Let P be a partition such that P $=\{t_0,...,t_n\}$ over the interval $[a, b]$, then to refer to a point $i$ in the partition $P$, some would say $t_i$.
So my question would be then, in this case would $t_i$ be a function? In my understanding could you not say that the partition $P$ contains the ordered pairs $\{(0, t_0), (1, t_1),...,(n, t_n)\}$. Would this be enough to imply that $t_i$ is a function?
A partition, in this context, is taken to mean a finite subset $P$ of a real interval $[a,b]$ that contains the endpoints $a,b$ of the interval.
Given a real interval $[a,b]$ and a positive integer $n\in\mathbb{N}$, we can define a function $t\colon\{0,1,2,\ldots,n\}\to[a,b]$, and we can insist that the function is increasing so that $$a=t_{0}<t_{1}<\ldots<t_{n}=b.$$ The set you've written is not $P$, but is actually the graph of $t$. The partition $P$ itself is actually the image of $t$.

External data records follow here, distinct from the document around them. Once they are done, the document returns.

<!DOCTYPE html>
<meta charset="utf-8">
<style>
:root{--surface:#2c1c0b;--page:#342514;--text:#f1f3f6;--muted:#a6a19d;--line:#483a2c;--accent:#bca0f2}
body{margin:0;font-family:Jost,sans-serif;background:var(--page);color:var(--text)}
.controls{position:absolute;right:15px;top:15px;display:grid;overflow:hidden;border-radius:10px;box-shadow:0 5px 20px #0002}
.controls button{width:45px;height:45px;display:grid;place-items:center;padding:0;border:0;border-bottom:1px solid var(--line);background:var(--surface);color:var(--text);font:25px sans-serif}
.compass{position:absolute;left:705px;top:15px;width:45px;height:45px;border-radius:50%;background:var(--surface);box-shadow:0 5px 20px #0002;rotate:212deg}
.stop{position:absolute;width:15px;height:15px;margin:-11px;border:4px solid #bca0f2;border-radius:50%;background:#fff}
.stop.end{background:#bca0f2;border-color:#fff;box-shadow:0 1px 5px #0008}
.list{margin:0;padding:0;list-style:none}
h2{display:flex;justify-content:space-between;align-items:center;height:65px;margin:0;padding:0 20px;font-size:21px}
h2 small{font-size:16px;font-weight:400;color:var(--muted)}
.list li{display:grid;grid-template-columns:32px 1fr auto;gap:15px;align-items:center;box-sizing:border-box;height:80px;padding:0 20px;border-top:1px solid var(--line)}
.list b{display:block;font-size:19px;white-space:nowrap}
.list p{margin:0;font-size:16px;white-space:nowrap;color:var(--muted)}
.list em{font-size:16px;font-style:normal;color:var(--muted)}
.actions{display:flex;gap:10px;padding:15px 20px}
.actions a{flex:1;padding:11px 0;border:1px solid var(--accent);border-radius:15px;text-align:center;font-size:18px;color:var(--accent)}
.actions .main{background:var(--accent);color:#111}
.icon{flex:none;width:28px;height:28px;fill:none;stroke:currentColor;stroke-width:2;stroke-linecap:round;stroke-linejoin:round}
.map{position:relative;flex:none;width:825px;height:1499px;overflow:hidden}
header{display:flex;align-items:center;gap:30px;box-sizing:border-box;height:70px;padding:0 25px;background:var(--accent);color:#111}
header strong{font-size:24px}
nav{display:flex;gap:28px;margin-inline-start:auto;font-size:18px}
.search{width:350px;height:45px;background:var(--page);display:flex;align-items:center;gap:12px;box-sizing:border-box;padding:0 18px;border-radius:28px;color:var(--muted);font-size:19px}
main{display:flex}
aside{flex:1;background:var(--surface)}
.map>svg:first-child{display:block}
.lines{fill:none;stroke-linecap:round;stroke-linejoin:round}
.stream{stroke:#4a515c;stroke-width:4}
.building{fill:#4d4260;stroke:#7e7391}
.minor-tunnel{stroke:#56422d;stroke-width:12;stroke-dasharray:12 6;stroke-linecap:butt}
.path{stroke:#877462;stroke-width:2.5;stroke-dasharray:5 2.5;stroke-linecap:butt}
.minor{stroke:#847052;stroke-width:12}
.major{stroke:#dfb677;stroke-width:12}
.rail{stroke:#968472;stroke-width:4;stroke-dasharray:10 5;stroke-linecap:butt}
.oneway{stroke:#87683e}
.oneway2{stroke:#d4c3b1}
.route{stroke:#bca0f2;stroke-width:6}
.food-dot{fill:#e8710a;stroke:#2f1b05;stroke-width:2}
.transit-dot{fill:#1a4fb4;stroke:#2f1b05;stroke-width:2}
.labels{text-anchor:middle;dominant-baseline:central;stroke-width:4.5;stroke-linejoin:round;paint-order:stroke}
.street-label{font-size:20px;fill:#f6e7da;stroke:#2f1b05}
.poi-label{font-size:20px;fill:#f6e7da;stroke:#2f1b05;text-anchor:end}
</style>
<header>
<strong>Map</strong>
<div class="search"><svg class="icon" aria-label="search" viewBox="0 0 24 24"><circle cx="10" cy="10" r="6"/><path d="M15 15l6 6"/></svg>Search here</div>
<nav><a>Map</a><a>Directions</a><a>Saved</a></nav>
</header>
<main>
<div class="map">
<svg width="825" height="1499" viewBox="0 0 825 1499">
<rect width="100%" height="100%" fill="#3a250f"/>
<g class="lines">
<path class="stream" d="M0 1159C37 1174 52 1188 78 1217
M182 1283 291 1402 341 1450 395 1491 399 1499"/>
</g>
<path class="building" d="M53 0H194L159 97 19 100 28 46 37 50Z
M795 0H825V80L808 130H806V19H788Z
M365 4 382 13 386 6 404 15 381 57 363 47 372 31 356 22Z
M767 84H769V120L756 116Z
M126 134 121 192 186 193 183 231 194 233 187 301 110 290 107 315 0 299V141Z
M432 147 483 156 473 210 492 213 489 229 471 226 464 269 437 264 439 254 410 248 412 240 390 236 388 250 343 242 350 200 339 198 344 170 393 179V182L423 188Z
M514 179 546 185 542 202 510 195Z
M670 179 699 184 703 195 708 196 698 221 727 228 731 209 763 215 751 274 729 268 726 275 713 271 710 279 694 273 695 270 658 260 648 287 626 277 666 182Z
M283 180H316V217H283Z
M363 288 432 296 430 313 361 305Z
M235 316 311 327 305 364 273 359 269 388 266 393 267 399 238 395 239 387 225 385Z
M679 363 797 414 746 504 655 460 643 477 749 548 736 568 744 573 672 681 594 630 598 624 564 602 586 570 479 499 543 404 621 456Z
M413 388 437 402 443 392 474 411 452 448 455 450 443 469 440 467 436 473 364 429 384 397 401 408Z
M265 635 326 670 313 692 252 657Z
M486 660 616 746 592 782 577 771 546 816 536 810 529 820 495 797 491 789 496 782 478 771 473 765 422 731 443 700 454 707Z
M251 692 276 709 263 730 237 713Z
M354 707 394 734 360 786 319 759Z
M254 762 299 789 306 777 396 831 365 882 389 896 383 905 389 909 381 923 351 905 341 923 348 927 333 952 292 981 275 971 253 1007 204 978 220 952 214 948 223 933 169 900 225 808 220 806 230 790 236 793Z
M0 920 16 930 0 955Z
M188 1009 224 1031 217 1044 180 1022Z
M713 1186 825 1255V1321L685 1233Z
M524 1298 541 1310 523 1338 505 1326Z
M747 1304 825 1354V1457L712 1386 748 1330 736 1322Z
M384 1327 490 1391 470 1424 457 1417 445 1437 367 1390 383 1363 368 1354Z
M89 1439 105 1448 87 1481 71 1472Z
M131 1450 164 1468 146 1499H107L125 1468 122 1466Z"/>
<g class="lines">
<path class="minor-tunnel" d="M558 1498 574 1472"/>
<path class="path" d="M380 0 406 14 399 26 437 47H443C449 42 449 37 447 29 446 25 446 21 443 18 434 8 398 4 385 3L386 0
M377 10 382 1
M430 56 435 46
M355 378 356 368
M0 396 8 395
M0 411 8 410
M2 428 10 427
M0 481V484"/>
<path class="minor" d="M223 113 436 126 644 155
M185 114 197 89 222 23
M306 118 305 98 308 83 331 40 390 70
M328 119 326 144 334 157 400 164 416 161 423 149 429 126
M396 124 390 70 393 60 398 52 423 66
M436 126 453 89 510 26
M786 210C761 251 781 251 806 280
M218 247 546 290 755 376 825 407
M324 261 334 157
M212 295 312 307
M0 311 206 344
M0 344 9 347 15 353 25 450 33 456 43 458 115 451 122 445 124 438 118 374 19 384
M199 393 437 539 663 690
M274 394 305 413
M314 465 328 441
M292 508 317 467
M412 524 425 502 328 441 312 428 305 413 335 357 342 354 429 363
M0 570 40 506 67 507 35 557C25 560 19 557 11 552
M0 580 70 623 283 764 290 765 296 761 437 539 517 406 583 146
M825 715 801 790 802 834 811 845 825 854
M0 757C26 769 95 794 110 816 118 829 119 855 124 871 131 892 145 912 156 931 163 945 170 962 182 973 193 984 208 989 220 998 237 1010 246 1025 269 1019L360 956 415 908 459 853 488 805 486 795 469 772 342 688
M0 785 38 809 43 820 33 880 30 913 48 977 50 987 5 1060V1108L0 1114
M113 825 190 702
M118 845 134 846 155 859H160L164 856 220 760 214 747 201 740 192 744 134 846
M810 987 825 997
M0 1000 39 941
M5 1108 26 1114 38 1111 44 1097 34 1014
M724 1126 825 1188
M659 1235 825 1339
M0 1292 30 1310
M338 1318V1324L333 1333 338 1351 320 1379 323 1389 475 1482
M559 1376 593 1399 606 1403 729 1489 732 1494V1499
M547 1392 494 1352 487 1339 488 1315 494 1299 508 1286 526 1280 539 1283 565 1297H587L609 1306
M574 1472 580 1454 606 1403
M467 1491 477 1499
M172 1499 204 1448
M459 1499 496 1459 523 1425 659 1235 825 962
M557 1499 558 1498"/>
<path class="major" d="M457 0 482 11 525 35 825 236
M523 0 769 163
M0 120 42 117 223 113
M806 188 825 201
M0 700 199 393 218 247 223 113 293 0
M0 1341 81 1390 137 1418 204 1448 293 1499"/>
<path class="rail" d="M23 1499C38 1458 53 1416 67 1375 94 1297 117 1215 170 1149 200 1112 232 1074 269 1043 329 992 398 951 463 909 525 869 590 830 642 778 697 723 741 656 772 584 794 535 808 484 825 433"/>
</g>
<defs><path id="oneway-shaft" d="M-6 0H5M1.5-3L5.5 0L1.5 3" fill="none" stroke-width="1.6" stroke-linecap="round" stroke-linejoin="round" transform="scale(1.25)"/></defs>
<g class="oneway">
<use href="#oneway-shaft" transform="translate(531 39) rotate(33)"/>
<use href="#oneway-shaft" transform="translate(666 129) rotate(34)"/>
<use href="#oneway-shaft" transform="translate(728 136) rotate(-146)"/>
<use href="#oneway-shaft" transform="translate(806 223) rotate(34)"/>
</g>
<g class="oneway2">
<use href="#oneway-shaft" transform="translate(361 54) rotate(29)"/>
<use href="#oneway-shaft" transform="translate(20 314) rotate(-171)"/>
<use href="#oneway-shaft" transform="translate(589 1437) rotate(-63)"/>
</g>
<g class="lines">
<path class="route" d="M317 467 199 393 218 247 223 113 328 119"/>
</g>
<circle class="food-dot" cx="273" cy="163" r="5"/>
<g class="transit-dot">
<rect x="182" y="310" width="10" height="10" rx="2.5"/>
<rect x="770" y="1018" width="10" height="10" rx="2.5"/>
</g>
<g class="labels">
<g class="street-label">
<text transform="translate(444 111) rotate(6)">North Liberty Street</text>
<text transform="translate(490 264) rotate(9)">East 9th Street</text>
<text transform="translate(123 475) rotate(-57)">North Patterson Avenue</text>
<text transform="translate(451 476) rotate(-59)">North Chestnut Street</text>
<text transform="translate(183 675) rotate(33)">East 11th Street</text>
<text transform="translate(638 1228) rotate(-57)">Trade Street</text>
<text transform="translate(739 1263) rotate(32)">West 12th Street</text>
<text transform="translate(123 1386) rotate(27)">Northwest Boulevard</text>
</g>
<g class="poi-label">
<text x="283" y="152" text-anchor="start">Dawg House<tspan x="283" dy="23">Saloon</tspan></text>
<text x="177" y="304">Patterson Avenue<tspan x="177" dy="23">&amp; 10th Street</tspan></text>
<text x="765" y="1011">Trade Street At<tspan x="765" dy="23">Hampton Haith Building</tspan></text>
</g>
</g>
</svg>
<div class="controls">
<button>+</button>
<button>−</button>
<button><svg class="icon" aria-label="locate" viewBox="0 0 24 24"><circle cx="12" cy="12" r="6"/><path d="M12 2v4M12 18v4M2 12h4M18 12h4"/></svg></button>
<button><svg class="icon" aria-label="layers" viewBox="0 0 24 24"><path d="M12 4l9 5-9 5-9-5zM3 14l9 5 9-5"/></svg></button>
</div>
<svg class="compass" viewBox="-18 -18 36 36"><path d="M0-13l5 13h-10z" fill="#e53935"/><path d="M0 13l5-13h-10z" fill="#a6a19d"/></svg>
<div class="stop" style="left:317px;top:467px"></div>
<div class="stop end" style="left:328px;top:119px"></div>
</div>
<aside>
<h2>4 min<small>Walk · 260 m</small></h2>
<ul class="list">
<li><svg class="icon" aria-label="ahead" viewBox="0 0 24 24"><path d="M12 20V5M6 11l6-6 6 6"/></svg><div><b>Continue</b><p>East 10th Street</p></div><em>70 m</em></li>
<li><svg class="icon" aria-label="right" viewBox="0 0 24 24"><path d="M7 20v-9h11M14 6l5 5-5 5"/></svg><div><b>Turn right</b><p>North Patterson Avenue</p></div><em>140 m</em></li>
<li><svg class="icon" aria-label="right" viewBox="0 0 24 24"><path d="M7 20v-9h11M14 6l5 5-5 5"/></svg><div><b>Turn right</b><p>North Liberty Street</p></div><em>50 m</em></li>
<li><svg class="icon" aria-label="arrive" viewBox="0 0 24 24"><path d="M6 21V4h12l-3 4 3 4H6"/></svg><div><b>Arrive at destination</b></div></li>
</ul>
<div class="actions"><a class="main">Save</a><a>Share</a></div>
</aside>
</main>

In fact, on closer inspection, we do this all the time: What I've just described is the rigorous justification for commonplace phrases like "let $A=\{a_{1},a_{2},a_{3},\ldots\}$".
So the answer is yes, you can think of $t$ as a function, and, equivalently, you can think of $P$ as the image of a function. It's just that people don't bother to make a big deal out of this.